Außerhalb des engeren Kreises um Rotkreuz und die Bezirksstadt konnte dieser Mord zu einer Zeit, wo der Tod täglich Überstunden machte, kein sonderliches Aufsehen erregen, zumal da er an einem Tage geschah, der genau in der Mitte zwischen der Ermordung von Michael Collins und dem Tode Arthur Griffiths lag, den beiden sinnlosesten Morden, von denen die Welt jemals gehört hat. Nur eine Woche Zwischenraum lag zwischen diesen beiden Todesfällen im August. Collins fiel in den schändlichsten Hinterhalt, der selbst in Irland je gelegt worden war, und Griffith starb aus Kummer über den Verrat von Leuten, die seine Freunde gewesen waren.

Bereits im März – ja sogar vorher schon – hatte sich einstimmig der Schrei aus den Reihen des ganzen, bis aufs Blut gepeinigten irischen Volkes erhoben: «Unser Volk ist der Anarchie müde, müde der gesetzlosen Zustände und müde des Kriegs – es will Frieden und es will wieder zu arbeiten anfangen. Aber für viele Leute ist die Unbotmäßigkeit zur zweiten Natur geworden.»

Und jetzt im August war man nicht um ein Haar weiter gekommen, ja, nach ein paar kurzen Tagen der Verblüffung über den Tod der beiden Führer ging es von neuem los, und jeder Junge, der die Beine spreizen, das Maul aufreißen und mit dem Revolver herumfuchteln konnte, war ein Nationalheld. Für sie war es dummes Gewäsch, wenn vernünftige Leute sagten, das, was jetzt hier vorging, wäre « not a white man's game». Wenn sie es nicht für etwas noch Schlimmeres erklärten als für dummes Gewäsch, nämlich für Verrat.

Den Rest des Jahres bezeichneten zahlreiche Bluttaten. Gesperrte Brücken. Unterbrochene Straßen. Abgeschnittene Verbindungen. Raubüberfälle am hellen Tag. General Mulcahy zum Trotz war eine große Zahl von I.R.A.-Leuten zu den Aufrührern übergegangen und machte auch gar kein Geheimnis daraus. Auf seiten der Regierung aber stand die Nationalarmee, die zum Teil aus I.R.A.-Soldaten, zum Teil aus Freiwilligen bestand. De Valera- und Rory O'Connor-Leute bildeten das Heer der Irregulären.

Die ersten ernstlichen Zusammenstöße zwischen diesen beiden Gegnern fanden am 28. Juni, dem Tage der Ausrufung des neuen Parlaments statt.
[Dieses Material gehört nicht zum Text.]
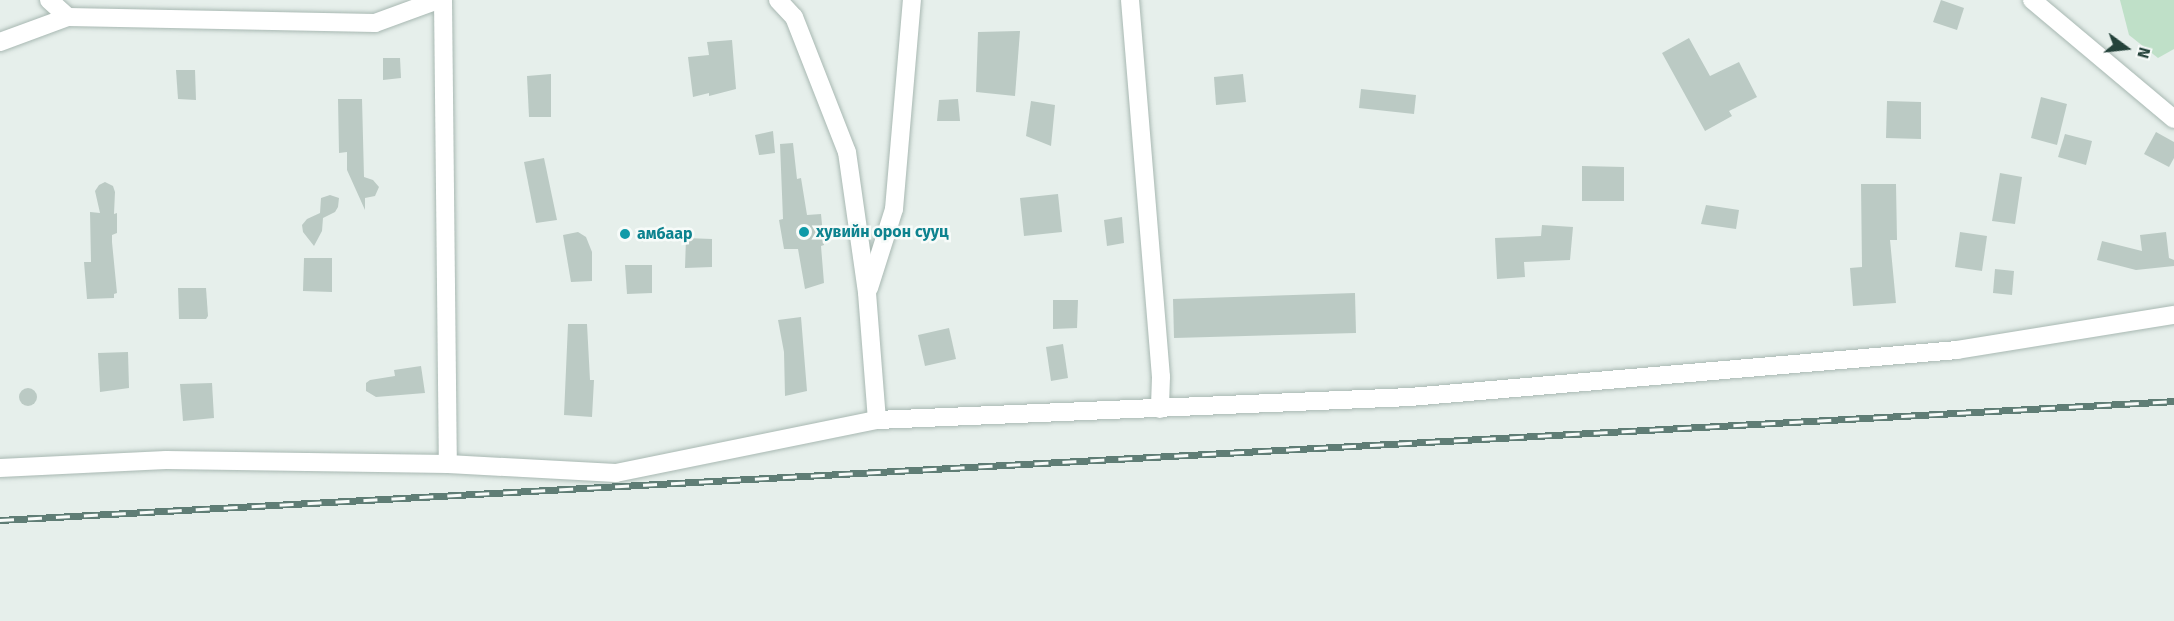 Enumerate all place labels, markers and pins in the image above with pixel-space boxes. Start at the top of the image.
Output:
place label: хувийн орон сууц [816,222,949,242]
place label: амбаар [637,224,693,244]
marker: хувийн орон сууц [797,225,811,239]
marker: амбаар [618,227,632,241] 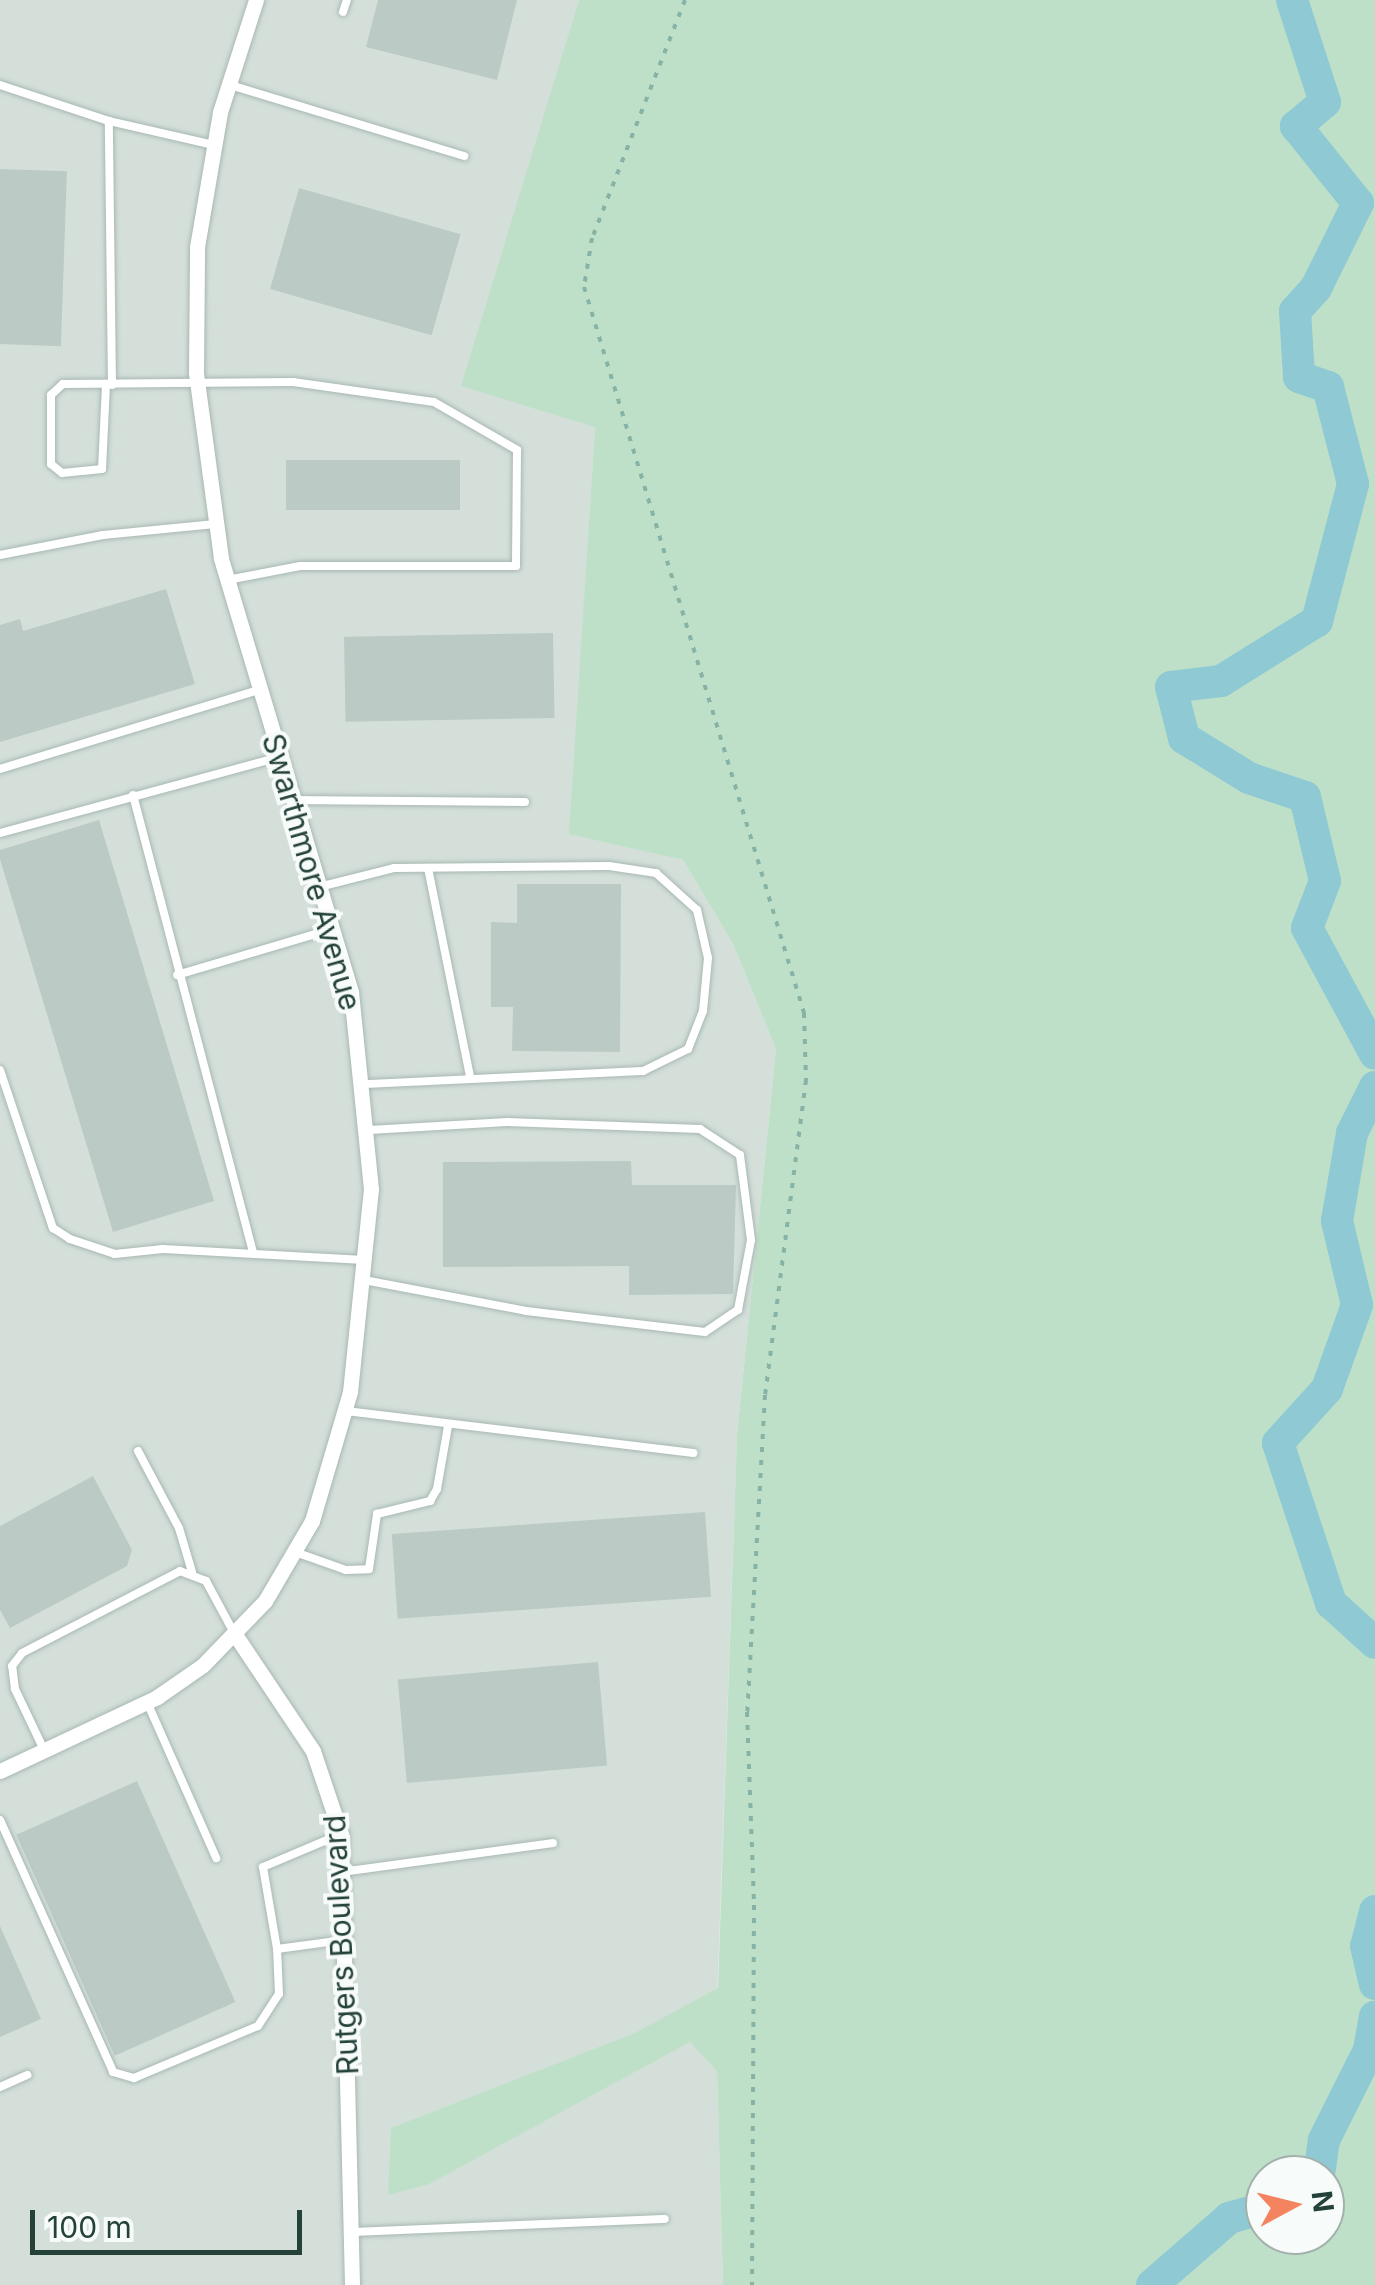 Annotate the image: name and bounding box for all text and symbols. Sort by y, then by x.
street label: Swarthmore Avenue [255,729,369,1015]
street label: Rutgers Boulevard [316,1814,366,2076]
north arrow [1245,2155,1345,2255]
text: N [1305,2189,1341,2214]
scale bar [35,2190,308,2252]
text: 100 m [47,2209,132,2245] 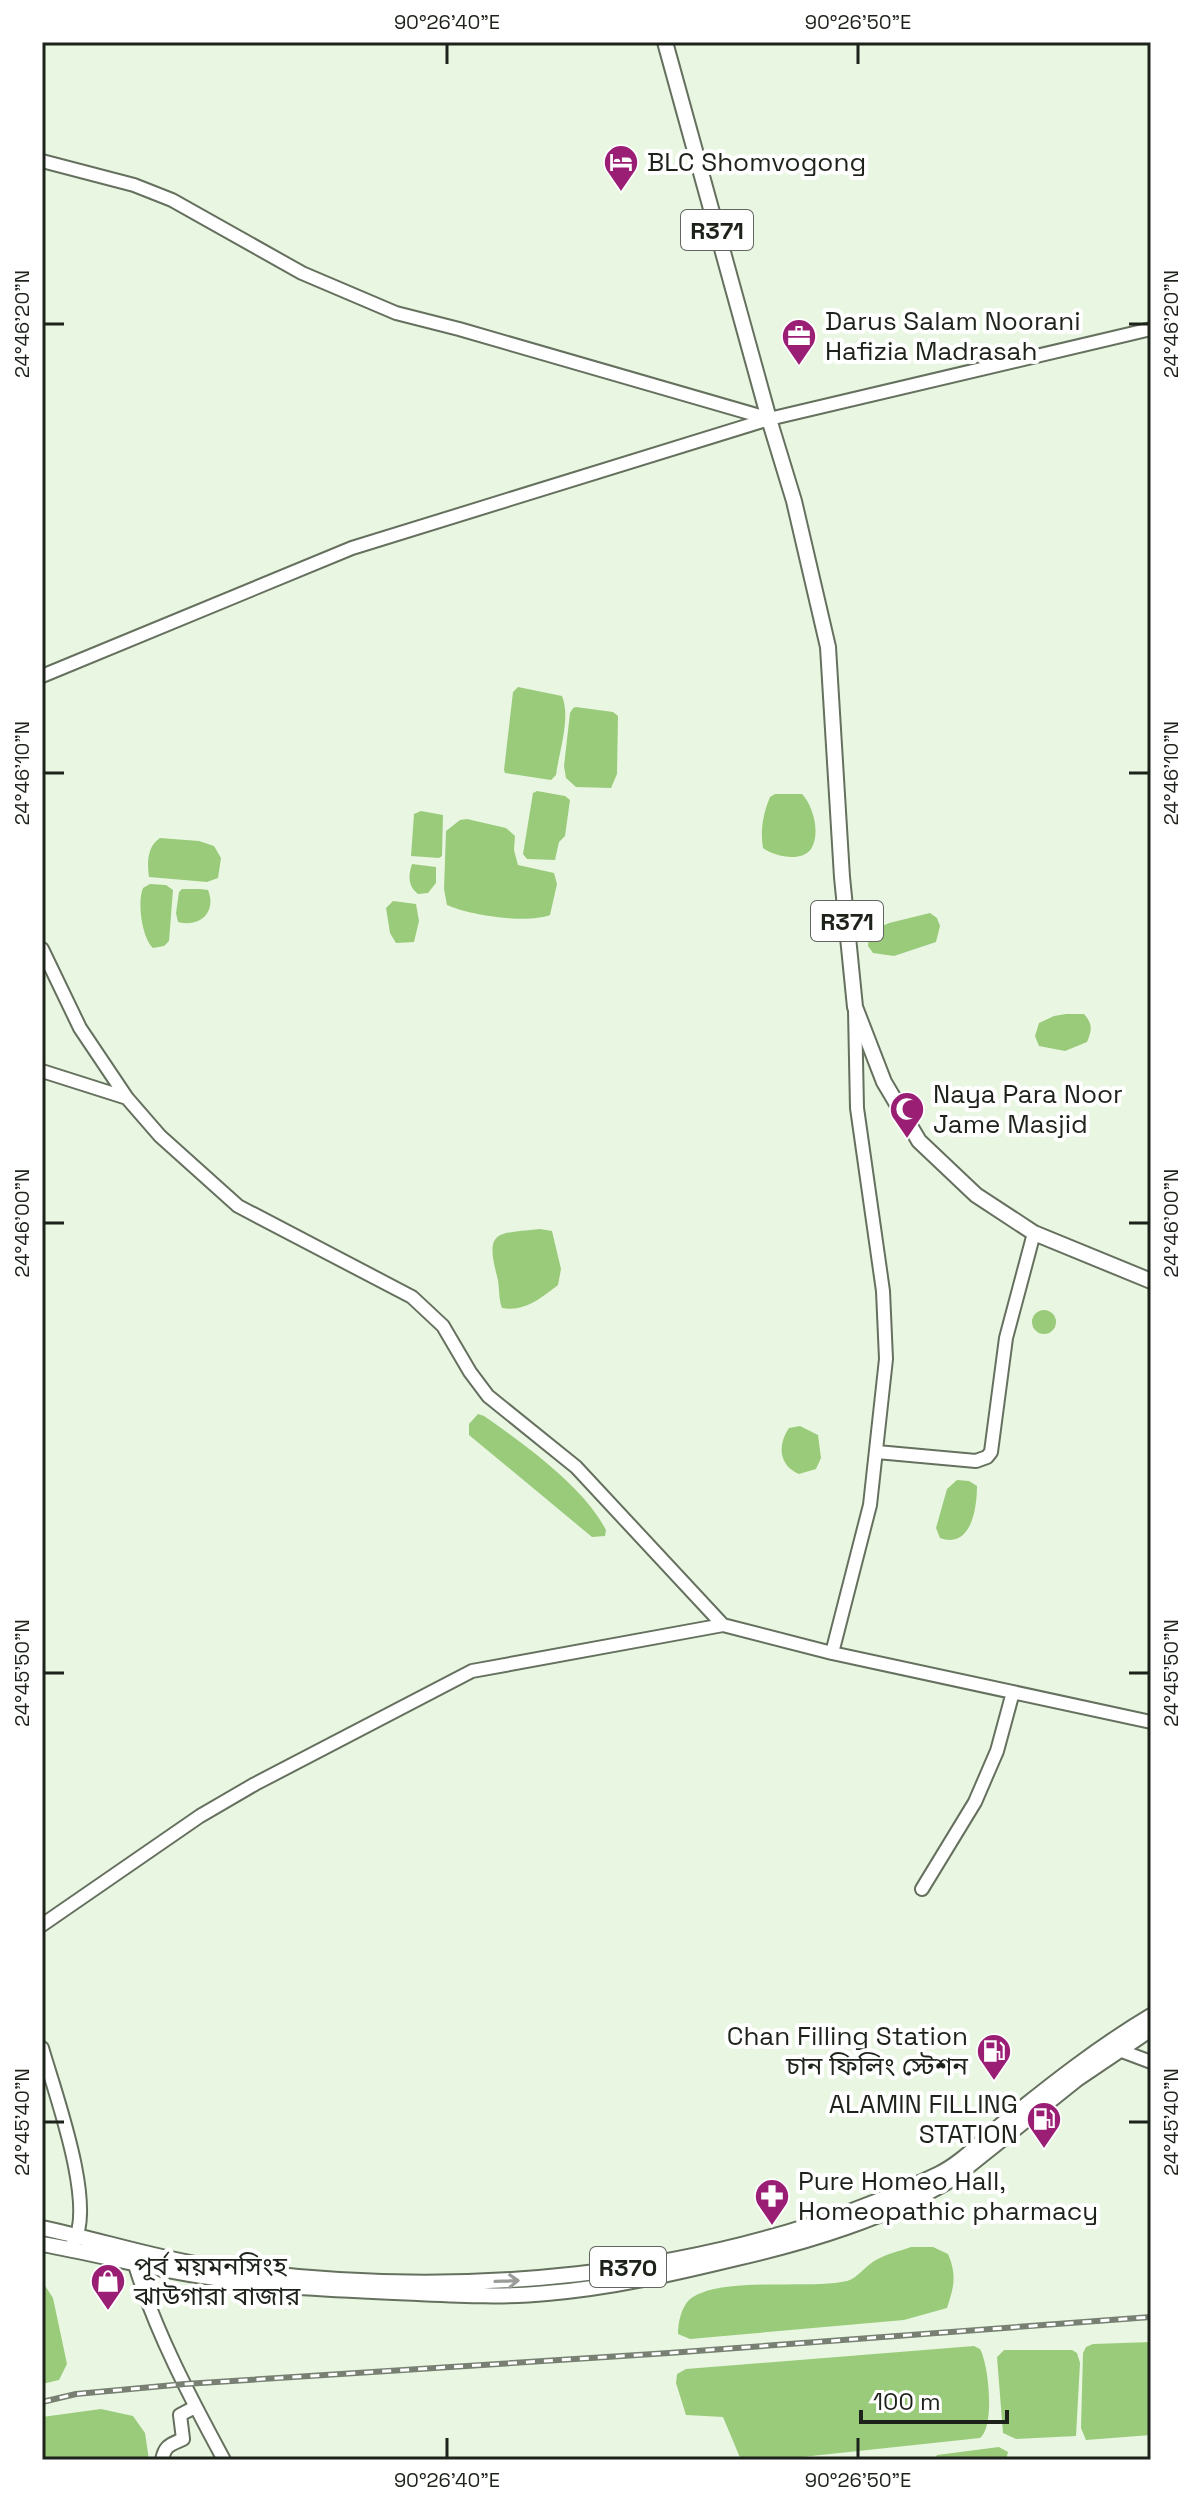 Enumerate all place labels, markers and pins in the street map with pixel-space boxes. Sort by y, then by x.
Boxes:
hotel icon: BLC Shomvogong [602,143,640,193]
place label: BLC Shomvogong [647,145,866,179]
place label: Darus Salam Noorani Hafizia Madrasah [825,304,1081,368]
office icon: Darus Salam Noorani Hafizia Madrasah [780,317,818,367]
place label: Naya Para Noor Jame Masjid [933,1077,1123,1141]
mosque icon: Naya Para Noor Jame Masjid [888,1090,926,1140]
place label: Chan Filling Station চান ফিলিং স্টেশন [727,2019,968,2083]
fuel station icon: Chan Filling Station চান ফিলিং স্টেশন [975,2032,1013,2082]
place label: ALAMIN FILLING STATION [829,2087,1018,2151]
fuel station icon: ALAMIN FILLING STATION [1025,2100,1063,2150]
place label: Pure Homeo Hall, Homeopathic pharmacy [798,2164,1098,2228]
pharmacy icon: Pure Homeo Hall, Homeopathic pharmacy [753,2177,791,2227]
place label: পূর্ব ময়মনসিংহ ঝাউগারা বাজার [133,2249,301,2313]
shop icon: পূর্ব ময়মনসিংহ ঝাউগারা বাজার [89,2262,127,2312]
Jede Partei wollte sich in den Besitz der vier Gerichtshöfe von Dublin setzen, und die Truppen des Freistaates bombardierten sie. Am 30. Juni fielen die Mauerreste den Regierungstruppen in die Hände. Rory O'Connor, Liam Mellows und andre wurden gefangen, und die Republikaner besetzten daraufhin die Nordseite der O'Connelstraße, einer der monumentalsten Straßen von Dublin, ja vielleicht von ganz Europa. Einer von den Nationalhelden, Cathal Brugha, wurde erschossen; an den Tagen, die nun folgten, stand das Land in Flammen, und die Irregulären zogen sich in die Berge zurück – eine uralte irische Taktik. De Valera aber verschwand nach diesem Schlag, und es hieß, daß er die Operationen im Süden leite. Im September fand im Süden eine Reihe von Überfällen aus dem Hinterhalt statt, doch betrug dort die Zahl der Irregulären an keinem Ort mehr als dreihundert. Cosgrave wurde Präsident, und die Post streikte. Am zehnten Oktober erließ die oberste geistliche Behörde beider Konfessionen ein Manifest, das jeden an einem Regierungssoldaten begangenen Totschlag zum Mord stempelte und jeden Mörder vom Empfang der Sakramente ausschloß. Auch erging ein Verbot an die Geistlichen, sich in die Politik zu mischen. Das Manifest wurde in sämtlichen Kirchen verlesen. Als Antwort darauf sprengte man die Bahngleise in der Umgebung von Maynooth, von wo das Manifest ausgegangen war. Im Dezember fand ein Dutzend Hinrichtungen als Repressalie für die an regierungstreuen Leuten begangenen Morde statt, und so schloß das Jahr 1922 für das glückliche und unglückliche, das leidende und törichte Irland.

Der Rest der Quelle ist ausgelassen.